Ruisinho:
- O país está em ruptura e, ou me engano muito, ou essa ruptura vai-se acentuar, transformando-se num braço de ferro entre o governo, que quer a Ota e o TGV, e todos os outros, excepção feita aos que têm interesses ligados a qualquer um desses projectos.
- Basta ler tudo quanto é imprensa e então, depois da demissão do ministro das Finanças e da intervenção, sobre este assunto, do Dr. António Vitorino, é aquilo a que se pode chamar de um fartar vilanagem. Grupos de economistas, dos mais conhecidos e prestigiados do país, vêem à televisão e vão para os jornais com abaixo assinados opondo-se aos investimentos e ameaçam mesmo, que qualquer dia, um delegado do governo irá bater à porta de cada família portuguesa para exigir a entrega da quota-parte da contribuição de cada um de nóspara aqueles dois investimentos, qualquer coisa como 1000 ou 1500 euros por cada elemento do agregado familiar.

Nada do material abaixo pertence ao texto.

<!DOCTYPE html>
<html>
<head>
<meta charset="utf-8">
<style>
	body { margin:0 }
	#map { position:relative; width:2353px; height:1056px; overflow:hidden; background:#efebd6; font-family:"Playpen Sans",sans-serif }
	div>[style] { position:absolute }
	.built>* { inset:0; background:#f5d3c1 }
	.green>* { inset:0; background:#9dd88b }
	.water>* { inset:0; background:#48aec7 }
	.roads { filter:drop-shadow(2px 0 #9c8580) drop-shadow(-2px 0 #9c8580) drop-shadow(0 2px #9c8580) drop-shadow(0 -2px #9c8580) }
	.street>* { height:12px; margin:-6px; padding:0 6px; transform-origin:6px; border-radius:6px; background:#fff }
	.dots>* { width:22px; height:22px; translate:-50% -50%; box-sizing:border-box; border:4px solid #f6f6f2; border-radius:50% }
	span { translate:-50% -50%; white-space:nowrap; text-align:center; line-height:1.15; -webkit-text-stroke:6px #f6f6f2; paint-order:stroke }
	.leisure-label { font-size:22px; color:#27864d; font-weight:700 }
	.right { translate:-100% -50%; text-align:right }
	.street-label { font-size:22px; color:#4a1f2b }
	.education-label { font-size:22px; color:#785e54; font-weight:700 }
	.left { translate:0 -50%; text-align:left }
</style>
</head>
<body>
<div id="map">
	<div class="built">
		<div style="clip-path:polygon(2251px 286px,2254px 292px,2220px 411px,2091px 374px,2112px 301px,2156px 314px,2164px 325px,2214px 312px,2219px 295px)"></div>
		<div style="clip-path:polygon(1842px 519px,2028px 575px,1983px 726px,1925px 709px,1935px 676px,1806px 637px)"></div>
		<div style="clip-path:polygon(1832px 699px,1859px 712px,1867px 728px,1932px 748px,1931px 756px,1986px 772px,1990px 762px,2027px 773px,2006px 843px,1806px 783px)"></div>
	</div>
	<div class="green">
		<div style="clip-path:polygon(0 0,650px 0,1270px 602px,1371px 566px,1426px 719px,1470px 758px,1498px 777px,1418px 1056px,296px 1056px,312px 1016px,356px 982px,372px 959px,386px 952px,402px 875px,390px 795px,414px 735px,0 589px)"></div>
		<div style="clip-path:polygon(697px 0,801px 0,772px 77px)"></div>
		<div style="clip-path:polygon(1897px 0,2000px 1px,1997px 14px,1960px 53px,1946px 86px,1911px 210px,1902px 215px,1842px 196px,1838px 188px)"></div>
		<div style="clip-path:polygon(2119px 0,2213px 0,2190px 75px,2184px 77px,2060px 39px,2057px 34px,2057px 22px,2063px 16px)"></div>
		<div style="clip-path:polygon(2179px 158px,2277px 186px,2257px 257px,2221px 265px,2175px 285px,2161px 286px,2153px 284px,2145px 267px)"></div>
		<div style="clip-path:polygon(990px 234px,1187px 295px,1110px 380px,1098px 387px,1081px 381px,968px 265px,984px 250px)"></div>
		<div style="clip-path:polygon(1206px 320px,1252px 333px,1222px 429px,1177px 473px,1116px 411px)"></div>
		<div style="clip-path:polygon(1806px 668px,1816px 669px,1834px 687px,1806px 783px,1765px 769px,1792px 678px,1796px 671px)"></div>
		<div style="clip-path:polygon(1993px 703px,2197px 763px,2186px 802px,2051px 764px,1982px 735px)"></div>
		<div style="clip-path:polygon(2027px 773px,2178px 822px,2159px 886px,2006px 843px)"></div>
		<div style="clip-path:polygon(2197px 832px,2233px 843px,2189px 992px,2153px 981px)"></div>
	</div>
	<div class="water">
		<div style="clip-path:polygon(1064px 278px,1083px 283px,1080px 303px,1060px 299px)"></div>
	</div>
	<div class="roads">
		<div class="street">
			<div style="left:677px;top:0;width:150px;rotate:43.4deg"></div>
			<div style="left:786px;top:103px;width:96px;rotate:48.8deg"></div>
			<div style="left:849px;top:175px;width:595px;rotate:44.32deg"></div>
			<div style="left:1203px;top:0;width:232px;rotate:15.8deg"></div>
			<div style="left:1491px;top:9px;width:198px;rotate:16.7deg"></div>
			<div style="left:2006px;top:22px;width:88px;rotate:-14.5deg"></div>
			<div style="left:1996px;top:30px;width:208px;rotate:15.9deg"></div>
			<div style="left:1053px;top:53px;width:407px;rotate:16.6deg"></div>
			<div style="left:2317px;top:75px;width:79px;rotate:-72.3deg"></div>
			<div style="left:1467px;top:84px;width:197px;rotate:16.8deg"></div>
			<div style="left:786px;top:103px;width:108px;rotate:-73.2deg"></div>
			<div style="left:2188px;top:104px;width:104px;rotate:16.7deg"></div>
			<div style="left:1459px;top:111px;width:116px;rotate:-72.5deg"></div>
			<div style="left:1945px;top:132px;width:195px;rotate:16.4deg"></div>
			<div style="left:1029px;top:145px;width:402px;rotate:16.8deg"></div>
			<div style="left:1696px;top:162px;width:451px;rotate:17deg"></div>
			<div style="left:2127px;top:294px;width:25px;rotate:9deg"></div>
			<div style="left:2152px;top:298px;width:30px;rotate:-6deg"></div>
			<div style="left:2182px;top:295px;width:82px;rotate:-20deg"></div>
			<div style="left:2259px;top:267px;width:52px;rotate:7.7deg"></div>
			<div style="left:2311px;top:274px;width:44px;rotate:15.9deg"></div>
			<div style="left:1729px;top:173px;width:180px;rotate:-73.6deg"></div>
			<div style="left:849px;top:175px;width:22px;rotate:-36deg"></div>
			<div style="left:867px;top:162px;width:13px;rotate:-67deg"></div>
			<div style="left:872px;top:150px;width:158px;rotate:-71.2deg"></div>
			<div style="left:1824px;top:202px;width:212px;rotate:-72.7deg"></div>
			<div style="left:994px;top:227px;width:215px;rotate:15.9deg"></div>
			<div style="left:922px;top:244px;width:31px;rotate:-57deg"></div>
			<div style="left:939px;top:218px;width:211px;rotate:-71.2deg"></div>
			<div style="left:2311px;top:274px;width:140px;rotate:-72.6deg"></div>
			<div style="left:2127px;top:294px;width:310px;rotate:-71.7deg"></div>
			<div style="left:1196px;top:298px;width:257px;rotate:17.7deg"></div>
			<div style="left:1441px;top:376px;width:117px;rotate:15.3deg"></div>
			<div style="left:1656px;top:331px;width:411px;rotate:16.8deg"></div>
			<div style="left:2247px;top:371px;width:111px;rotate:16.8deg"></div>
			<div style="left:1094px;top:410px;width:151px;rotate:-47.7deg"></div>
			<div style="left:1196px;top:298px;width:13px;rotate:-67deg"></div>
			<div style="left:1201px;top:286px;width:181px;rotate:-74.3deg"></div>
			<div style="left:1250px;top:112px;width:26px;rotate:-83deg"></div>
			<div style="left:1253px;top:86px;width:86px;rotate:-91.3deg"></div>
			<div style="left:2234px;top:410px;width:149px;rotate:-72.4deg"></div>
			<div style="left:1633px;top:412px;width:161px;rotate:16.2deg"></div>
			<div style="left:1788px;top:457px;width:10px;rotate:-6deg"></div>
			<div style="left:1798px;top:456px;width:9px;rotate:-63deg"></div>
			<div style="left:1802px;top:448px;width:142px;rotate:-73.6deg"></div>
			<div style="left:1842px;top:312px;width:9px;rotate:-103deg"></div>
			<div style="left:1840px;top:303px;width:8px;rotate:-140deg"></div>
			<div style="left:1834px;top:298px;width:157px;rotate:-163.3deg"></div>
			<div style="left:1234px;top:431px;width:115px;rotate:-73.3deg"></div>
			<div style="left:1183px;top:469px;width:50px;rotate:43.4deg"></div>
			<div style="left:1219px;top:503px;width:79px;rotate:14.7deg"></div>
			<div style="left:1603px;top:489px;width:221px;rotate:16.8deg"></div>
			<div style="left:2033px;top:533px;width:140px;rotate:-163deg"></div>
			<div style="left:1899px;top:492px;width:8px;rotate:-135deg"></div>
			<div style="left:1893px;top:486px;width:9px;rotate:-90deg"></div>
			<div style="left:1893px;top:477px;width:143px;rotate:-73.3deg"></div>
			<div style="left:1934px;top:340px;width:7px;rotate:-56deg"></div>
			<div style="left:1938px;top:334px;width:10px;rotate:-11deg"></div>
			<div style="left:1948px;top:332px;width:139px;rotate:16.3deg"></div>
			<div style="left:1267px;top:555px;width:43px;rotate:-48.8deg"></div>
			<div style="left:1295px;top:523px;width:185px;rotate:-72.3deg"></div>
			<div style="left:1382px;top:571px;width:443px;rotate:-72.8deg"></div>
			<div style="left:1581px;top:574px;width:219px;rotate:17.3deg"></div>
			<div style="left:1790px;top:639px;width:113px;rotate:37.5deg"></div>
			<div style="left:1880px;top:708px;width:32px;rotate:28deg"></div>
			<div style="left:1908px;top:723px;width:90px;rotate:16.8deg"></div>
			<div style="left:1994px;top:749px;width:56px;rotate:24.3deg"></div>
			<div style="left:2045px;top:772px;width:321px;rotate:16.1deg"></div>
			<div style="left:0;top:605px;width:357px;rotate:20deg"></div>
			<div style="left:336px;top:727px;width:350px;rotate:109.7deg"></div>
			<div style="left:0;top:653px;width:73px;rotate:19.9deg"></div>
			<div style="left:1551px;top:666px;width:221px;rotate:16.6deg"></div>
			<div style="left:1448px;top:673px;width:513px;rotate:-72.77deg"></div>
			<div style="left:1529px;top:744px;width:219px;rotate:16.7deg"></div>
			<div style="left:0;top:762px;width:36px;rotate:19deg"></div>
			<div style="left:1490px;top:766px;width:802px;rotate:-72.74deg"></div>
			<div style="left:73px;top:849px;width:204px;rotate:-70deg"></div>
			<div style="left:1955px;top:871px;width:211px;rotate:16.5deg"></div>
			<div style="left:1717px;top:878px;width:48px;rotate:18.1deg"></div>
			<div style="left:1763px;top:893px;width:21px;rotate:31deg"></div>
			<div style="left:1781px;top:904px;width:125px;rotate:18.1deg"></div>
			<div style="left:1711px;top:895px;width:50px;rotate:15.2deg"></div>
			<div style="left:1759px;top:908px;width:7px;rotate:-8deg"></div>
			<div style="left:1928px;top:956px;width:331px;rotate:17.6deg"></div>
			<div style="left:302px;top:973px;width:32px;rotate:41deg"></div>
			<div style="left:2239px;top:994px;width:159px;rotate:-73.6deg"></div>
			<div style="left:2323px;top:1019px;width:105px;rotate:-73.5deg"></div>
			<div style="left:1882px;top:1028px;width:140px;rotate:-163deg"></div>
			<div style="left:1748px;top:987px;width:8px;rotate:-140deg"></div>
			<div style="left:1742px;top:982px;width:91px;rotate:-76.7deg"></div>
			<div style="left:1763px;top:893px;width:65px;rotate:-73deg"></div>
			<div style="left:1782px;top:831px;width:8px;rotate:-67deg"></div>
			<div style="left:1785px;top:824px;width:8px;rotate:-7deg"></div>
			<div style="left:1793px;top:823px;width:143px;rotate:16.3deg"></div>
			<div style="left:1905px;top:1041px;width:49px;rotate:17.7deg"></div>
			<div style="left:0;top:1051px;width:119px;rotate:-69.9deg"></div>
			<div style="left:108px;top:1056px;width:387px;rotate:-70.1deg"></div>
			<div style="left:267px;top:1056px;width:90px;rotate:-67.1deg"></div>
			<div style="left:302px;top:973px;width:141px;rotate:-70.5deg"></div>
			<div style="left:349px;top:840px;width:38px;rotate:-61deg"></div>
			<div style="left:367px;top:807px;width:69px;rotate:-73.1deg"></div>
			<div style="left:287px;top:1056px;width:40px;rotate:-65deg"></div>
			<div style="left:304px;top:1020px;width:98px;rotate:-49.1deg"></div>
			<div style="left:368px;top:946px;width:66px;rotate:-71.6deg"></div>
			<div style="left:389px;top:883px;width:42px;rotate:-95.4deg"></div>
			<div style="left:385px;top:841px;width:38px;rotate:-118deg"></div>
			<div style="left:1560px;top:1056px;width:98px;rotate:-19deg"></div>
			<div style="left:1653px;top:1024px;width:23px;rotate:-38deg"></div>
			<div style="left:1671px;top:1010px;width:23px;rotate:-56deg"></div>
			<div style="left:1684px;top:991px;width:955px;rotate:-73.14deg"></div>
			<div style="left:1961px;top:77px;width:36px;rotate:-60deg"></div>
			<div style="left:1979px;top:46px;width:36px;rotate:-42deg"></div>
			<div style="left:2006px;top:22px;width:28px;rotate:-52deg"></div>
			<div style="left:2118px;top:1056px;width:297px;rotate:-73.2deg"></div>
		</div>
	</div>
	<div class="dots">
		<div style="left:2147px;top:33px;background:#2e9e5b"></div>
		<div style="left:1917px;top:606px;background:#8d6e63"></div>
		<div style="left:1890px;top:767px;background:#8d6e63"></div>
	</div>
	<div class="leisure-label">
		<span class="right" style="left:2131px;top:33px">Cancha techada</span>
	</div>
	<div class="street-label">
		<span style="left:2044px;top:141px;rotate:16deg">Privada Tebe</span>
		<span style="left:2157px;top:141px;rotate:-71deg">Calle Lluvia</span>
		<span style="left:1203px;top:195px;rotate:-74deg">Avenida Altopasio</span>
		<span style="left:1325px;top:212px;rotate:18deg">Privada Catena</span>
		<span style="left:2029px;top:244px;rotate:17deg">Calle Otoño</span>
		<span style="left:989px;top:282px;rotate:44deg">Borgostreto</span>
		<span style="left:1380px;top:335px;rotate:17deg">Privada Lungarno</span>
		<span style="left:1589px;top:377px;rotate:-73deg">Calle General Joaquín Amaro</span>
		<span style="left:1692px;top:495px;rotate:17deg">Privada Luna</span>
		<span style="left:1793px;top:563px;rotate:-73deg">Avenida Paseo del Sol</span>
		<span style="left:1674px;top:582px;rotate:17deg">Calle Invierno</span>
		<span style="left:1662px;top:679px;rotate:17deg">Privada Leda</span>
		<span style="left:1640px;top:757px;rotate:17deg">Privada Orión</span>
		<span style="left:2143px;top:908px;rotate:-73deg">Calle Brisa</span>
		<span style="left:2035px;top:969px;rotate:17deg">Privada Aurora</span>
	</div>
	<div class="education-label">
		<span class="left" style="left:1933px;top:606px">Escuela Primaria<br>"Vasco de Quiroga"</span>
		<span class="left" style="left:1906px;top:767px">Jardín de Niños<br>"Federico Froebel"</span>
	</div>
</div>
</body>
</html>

- Eu que estava a pensar em fazer uma viagenzita com o reembolso de uma aplicação financeira que fiz há 8 anos atrás e que se vence proximamente vou ter que deixar tudo em suspenso. Depois dos 27 meses de guerra que fiz em Angola para aí há uns 40 anos atrás chegou a hora de um novo sacrifício pelo meu país. Com a diferença apenas que em 1962 a generalidade dos portugueses, os que tinham e os que não tinham opinião, mais estes do que aqueles, eram quase unanimemente a favor do sacrifício da guerra, pelo indiscutível direito que os Estados tinham de defender a integridade do território nacional fosse ele qual fosse estivesse ele onde estivesse.
- Mas agora não, o país está profundamente dividido, direi melhor, ao que parece, desequilibradamente dividido. Tirando o senhor 1º Ministro, e os Ministros da Economia e das Obras Públicas, todos as outras vozes ou se atiram aos investimentos em questão como “gato a bofe” ou levantam as suas dúvidas.

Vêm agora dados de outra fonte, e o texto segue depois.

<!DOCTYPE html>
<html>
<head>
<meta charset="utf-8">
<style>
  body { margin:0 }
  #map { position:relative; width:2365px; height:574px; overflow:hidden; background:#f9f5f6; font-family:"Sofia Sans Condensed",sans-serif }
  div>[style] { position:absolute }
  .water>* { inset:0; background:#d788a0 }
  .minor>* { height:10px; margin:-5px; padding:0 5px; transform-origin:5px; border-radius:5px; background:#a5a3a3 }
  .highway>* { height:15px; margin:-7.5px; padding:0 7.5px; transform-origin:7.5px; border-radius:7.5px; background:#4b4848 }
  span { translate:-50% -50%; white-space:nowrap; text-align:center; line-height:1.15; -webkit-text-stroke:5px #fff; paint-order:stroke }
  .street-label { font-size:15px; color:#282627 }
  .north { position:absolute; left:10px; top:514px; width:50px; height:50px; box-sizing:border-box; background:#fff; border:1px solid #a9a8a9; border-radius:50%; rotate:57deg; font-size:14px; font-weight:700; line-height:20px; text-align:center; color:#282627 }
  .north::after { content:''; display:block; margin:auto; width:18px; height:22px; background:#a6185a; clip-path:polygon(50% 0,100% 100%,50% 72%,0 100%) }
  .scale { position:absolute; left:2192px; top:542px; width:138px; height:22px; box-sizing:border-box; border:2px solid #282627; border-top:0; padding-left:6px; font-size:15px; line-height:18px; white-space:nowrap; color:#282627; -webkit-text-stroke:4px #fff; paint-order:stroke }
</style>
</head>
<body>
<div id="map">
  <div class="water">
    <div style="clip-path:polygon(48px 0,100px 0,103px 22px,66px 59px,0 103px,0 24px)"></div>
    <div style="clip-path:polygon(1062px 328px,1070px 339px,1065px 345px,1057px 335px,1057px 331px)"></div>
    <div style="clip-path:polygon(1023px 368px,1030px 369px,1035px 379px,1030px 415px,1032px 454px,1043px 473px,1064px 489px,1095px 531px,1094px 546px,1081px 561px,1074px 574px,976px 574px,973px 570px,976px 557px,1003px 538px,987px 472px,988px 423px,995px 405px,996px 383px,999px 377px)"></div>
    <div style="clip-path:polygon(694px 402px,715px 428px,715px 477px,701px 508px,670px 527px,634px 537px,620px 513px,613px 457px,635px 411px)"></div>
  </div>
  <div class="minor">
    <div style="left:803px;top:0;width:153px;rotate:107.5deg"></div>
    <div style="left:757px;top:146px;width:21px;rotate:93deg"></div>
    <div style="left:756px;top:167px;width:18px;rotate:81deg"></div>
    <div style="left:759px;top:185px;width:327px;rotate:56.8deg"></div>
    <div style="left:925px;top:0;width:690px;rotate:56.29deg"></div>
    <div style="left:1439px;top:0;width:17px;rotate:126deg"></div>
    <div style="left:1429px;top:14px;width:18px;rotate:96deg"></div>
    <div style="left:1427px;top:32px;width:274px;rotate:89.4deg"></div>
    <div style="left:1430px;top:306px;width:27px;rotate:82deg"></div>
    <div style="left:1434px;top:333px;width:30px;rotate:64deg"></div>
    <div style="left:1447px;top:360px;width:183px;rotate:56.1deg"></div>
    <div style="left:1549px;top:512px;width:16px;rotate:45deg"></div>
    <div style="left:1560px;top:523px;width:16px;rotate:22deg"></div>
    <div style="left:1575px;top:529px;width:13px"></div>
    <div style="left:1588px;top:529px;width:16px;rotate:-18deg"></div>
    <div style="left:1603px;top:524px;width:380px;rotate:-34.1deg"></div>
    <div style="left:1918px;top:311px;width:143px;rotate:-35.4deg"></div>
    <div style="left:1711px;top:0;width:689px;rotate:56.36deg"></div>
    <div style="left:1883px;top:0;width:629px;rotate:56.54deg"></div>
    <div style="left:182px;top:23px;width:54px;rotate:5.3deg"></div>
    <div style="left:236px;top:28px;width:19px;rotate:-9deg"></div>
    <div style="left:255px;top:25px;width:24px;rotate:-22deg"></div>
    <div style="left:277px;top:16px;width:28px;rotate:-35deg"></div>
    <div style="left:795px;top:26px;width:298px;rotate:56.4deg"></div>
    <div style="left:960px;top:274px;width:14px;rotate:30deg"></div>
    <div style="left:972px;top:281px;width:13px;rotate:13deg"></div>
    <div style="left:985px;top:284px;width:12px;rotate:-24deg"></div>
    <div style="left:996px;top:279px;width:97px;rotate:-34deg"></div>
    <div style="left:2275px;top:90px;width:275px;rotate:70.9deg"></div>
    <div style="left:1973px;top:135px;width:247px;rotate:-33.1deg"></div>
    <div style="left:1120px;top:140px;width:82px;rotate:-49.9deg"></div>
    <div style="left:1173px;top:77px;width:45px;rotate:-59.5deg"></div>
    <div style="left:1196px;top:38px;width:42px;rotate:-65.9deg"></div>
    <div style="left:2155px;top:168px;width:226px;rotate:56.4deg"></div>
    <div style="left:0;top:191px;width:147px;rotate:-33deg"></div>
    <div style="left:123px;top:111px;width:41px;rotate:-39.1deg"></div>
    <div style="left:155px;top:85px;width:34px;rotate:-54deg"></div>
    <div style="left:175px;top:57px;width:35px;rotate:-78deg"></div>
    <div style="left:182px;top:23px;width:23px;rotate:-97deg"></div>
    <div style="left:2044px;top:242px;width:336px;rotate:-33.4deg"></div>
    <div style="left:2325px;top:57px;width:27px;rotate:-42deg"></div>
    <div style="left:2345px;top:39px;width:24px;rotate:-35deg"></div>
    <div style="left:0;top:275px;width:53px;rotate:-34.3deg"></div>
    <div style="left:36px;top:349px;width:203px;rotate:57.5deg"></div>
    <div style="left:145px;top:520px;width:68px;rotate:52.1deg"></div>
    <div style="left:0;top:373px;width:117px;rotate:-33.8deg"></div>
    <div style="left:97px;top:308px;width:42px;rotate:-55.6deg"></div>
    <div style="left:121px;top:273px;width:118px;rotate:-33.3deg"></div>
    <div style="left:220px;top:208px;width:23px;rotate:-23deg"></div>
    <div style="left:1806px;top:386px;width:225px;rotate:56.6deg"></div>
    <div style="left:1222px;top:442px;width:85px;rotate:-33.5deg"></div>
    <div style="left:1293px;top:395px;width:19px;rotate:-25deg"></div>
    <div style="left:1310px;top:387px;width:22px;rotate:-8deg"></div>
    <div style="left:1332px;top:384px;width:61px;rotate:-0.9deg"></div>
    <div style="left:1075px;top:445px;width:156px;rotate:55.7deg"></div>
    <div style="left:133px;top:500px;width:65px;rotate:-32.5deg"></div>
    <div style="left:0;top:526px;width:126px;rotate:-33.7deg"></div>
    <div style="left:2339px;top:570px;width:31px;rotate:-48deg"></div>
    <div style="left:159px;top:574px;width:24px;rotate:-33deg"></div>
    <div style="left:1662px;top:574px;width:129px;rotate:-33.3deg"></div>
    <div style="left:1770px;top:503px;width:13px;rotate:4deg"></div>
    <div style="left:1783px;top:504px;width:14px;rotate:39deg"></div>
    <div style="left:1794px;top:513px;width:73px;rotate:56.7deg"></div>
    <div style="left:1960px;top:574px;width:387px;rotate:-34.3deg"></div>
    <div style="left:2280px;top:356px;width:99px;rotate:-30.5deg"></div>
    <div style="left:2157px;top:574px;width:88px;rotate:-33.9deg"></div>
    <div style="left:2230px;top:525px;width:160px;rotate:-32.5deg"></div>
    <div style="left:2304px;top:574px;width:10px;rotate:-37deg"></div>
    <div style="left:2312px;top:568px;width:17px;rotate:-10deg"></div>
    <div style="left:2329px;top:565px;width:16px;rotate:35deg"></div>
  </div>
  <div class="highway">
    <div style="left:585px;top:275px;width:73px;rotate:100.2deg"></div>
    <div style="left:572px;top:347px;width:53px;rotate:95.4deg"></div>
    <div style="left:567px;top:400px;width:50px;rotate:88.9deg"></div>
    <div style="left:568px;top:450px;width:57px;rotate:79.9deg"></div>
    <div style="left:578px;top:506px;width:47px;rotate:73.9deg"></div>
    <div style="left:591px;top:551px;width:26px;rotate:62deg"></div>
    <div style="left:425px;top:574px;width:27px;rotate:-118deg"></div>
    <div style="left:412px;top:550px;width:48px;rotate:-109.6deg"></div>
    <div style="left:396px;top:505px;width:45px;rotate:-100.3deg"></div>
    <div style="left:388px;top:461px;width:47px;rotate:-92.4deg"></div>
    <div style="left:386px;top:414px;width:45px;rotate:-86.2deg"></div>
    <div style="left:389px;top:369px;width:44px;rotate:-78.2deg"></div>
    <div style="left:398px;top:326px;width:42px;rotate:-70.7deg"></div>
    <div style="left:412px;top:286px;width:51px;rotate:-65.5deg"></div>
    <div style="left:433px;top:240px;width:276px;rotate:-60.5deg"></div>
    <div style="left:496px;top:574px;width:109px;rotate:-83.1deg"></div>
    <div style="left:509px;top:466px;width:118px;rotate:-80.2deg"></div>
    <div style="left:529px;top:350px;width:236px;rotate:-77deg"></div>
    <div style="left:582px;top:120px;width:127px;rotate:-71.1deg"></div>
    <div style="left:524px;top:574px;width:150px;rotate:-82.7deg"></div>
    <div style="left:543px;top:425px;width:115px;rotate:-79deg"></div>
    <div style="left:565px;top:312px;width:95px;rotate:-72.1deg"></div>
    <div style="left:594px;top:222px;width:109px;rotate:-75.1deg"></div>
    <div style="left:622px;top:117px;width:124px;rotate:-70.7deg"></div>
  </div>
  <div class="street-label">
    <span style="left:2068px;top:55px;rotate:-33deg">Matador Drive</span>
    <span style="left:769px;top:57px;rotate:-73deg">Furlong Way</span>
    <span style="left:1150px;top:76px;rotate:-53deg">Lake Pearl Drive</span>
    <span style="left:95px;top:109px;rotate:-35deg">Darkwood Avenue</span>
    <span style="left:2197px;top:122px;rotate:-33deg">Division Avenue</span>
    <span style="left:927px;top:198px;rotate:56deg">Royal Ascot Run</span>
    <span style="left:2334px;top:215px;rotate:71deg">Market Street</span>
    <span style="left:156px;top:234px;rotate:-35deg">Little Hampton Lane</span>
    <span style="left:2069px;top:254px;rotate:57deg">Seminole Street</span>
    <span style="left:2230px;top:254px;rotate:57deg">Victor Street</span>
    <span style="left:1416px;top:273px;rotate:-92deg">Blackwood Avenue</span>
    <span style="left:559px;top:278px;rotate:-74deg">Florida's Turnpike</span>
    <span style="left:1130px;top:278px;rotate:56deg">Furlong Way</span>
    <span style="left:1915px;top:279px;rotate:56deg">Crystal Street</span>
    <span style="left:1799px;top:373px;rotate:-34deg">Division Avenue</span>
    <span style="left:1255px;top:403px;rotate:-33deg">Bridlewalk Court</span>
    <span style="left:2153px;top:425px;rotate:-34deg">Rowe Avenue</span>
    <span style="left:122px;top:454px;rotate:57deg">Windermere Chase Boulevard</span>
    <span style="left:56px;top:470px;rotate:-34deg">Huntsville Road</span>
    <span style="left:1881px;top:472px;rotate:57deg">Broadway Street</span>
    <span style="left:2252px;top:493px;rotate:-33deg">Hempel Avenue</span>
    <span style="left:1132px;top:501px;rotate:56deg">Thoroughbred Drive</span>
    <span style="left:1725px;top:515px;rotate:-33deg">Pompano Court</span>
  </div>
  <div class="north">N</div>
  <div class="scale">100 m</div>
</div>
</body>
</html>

- Afirmo, em consciência, de que me considero um bom cidadão, daqueles que entendem, como o Presidente Kennedy entendia, que são os cidadãos que têm que se sacrificar pela nação e não o contrário. E por isso, como o país não são só personalidades políticas e economistas cujas opiniões já conhecemos porque têm sido divulgadas, informem-se os portugueses de uma forma clara e objectiva, das vantagens e inconvenientes dos investimentos em causa. O assunto não pode ser mais polémico do que o é neste momento. O manifesto subscrito pelos 13 eminentes economistas vai, certamente, colher o apoio, em peso, da oposição e o governo cometerá um autêntico suicídio político se entender que lhe basta argumentar com a legitimidade do seu poder para decidir, que efectivamente tem. A decisão sobre qualquer um destes projectos é de natureza política, sem dúvida, mas tem que ser tecnicamente fundamentada e a partir de agora muito bem explicada. Pela minha parte, como democrata, respeitarei a decisão e desistirei da tal viagem em favor da minha contribuição mas se não existir explicação e os resultados não contribuírem para melhorar a situação do país, mesmo que seja no longo prazo, não conte o PS com o meu voto em futuras eleições.
- De qualquer forma, o que me angustia é esta guerrilha permanente, esta tensão e incerteza em que estamos sempre mergulhados, esta dúvida sobre o nosso futuro colectivo, esta sensação de ingovernabilidade desesperante que nos faz adiar constantemente as esperanças no futuro, esta dificuldade, que é de todos nós, em gerarmos classes dirigentes responsáveis, sérias, competentes, sobre as quais não recaiam, permanentemente, dúvidas e suspeitas sobre as suas capacidades.
- Provavelmente, éramos mais felizes quando não tínhamos ambições, quando levávamos dois dias de Trás-os-Montes a Lisboa e mandávamos aparelhar o burro para as pequenas deslocações….ao menos tínhamos muito mais tempo para pensar, quem sabe, senão mesmo para sonhar… em viajar um dia num TGV e embarcar, na OTA, num avião para Paris.